With the diaconate continuing to grow in the U.S. and beyond, Deacon Saunders encourages all audiences – ordained and lay – to enroll in the course and gain a better understanding of the Church’s universal ‘diakonia’ and the permanent diaconate specifically. “The second Vatican Council and Pope Paul VI emphasized the very nature of the Church as a servant,” he says. “All of us through our baptism are called to sanctify the world. That is our vocation – to be ‘diakonia,’ meaning ‘servant to God and neighbor.’”

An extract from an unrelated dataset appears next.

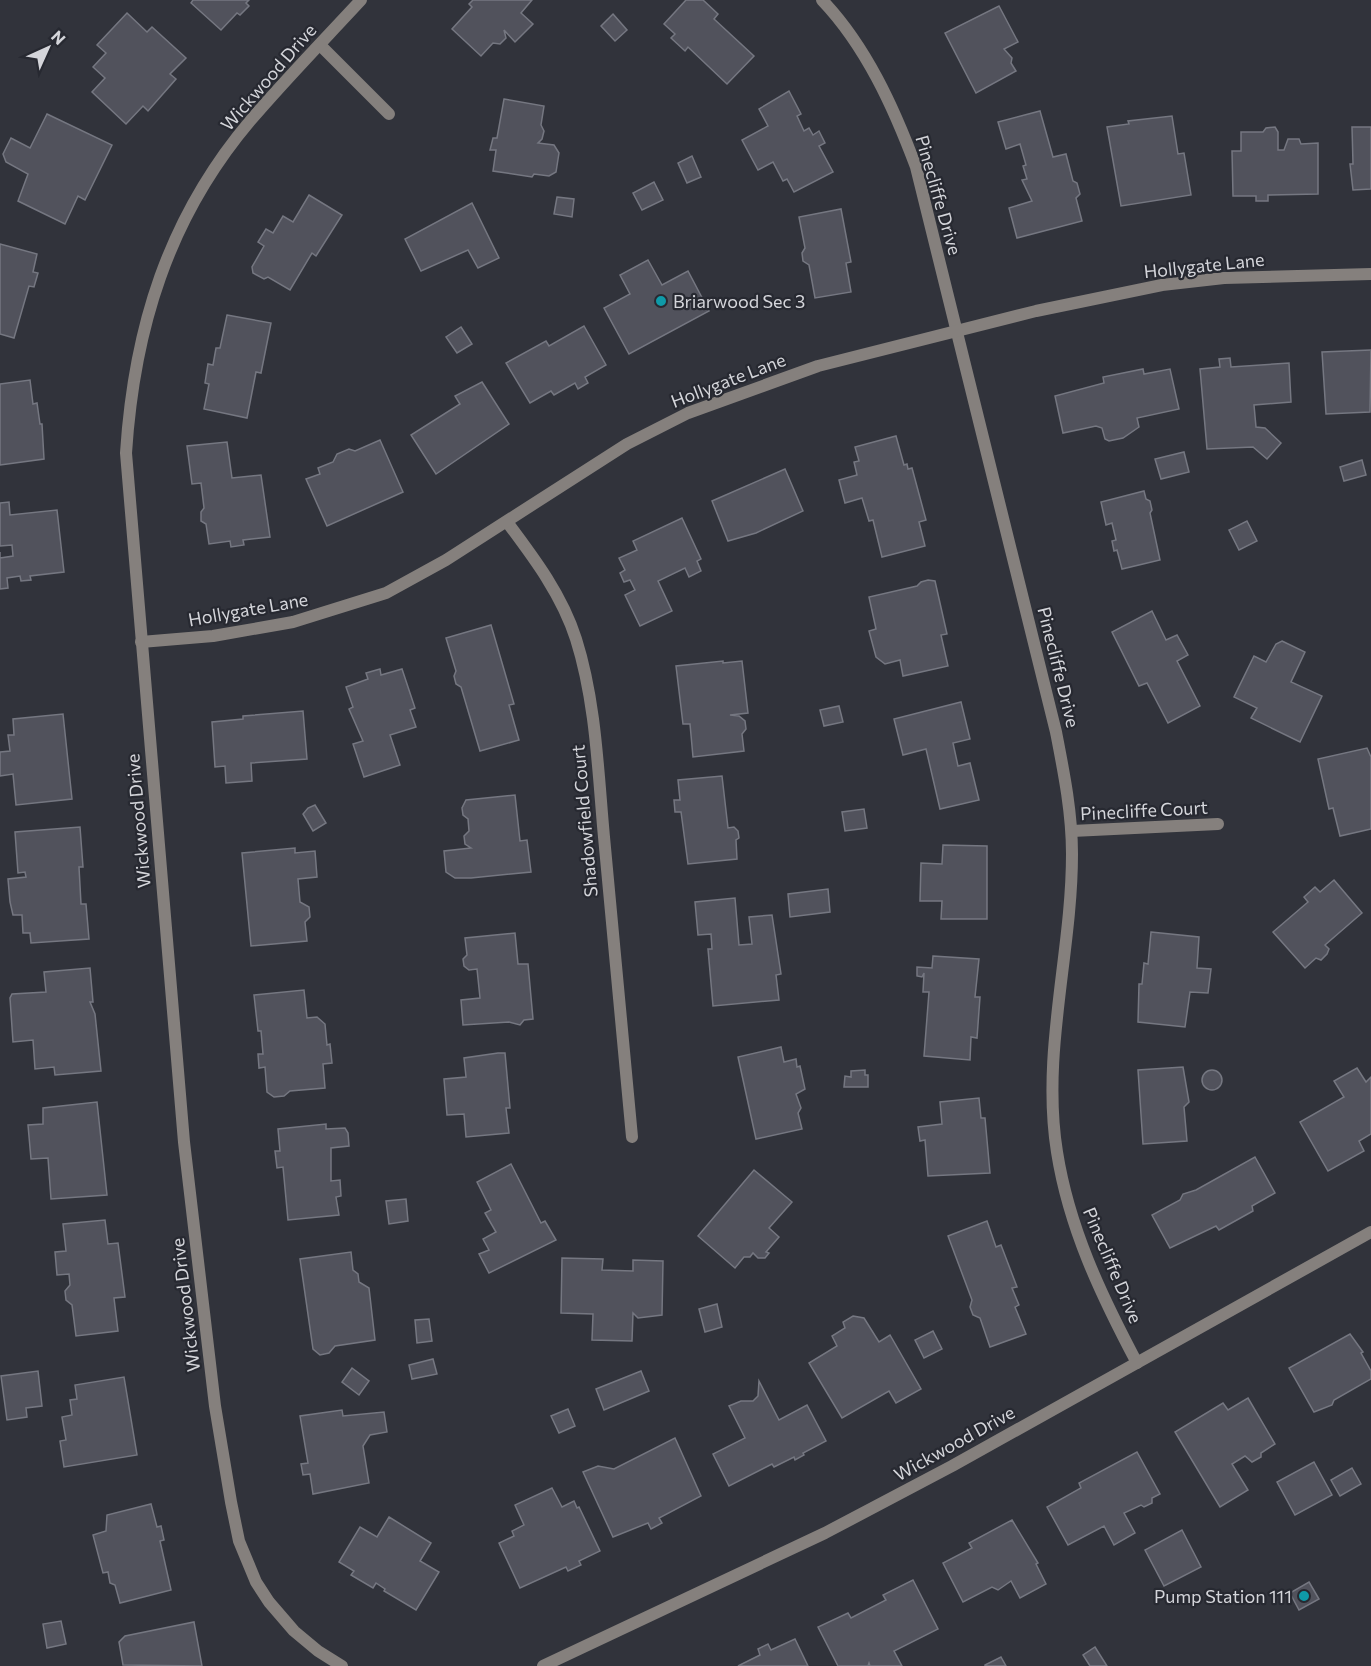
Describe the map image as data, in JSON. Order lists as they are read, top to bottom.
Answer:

Deacon Saunders explains that both “Pope John Paul II and Pope Paul VI would go on to describe the diaconate as ‘a driving force for the Church’s diakonia’ and ‘a living sign of the servanthood of Christ’s Church.’ The deacon is the ‘Church’s service sacramentalized.’ This means it is the role of the deacon to lead, encourage and empower the laity to participate in the diakonia (service) of the Universal Church.”
Upon completion of the course, students will have enhanced knowledge of the permanent diaconate, its rise and fall, its restoration and the post Vatican II era with its emerging challenges. They will also have a clearer perspective of who the deacon is and his unique role within the Catholic Church.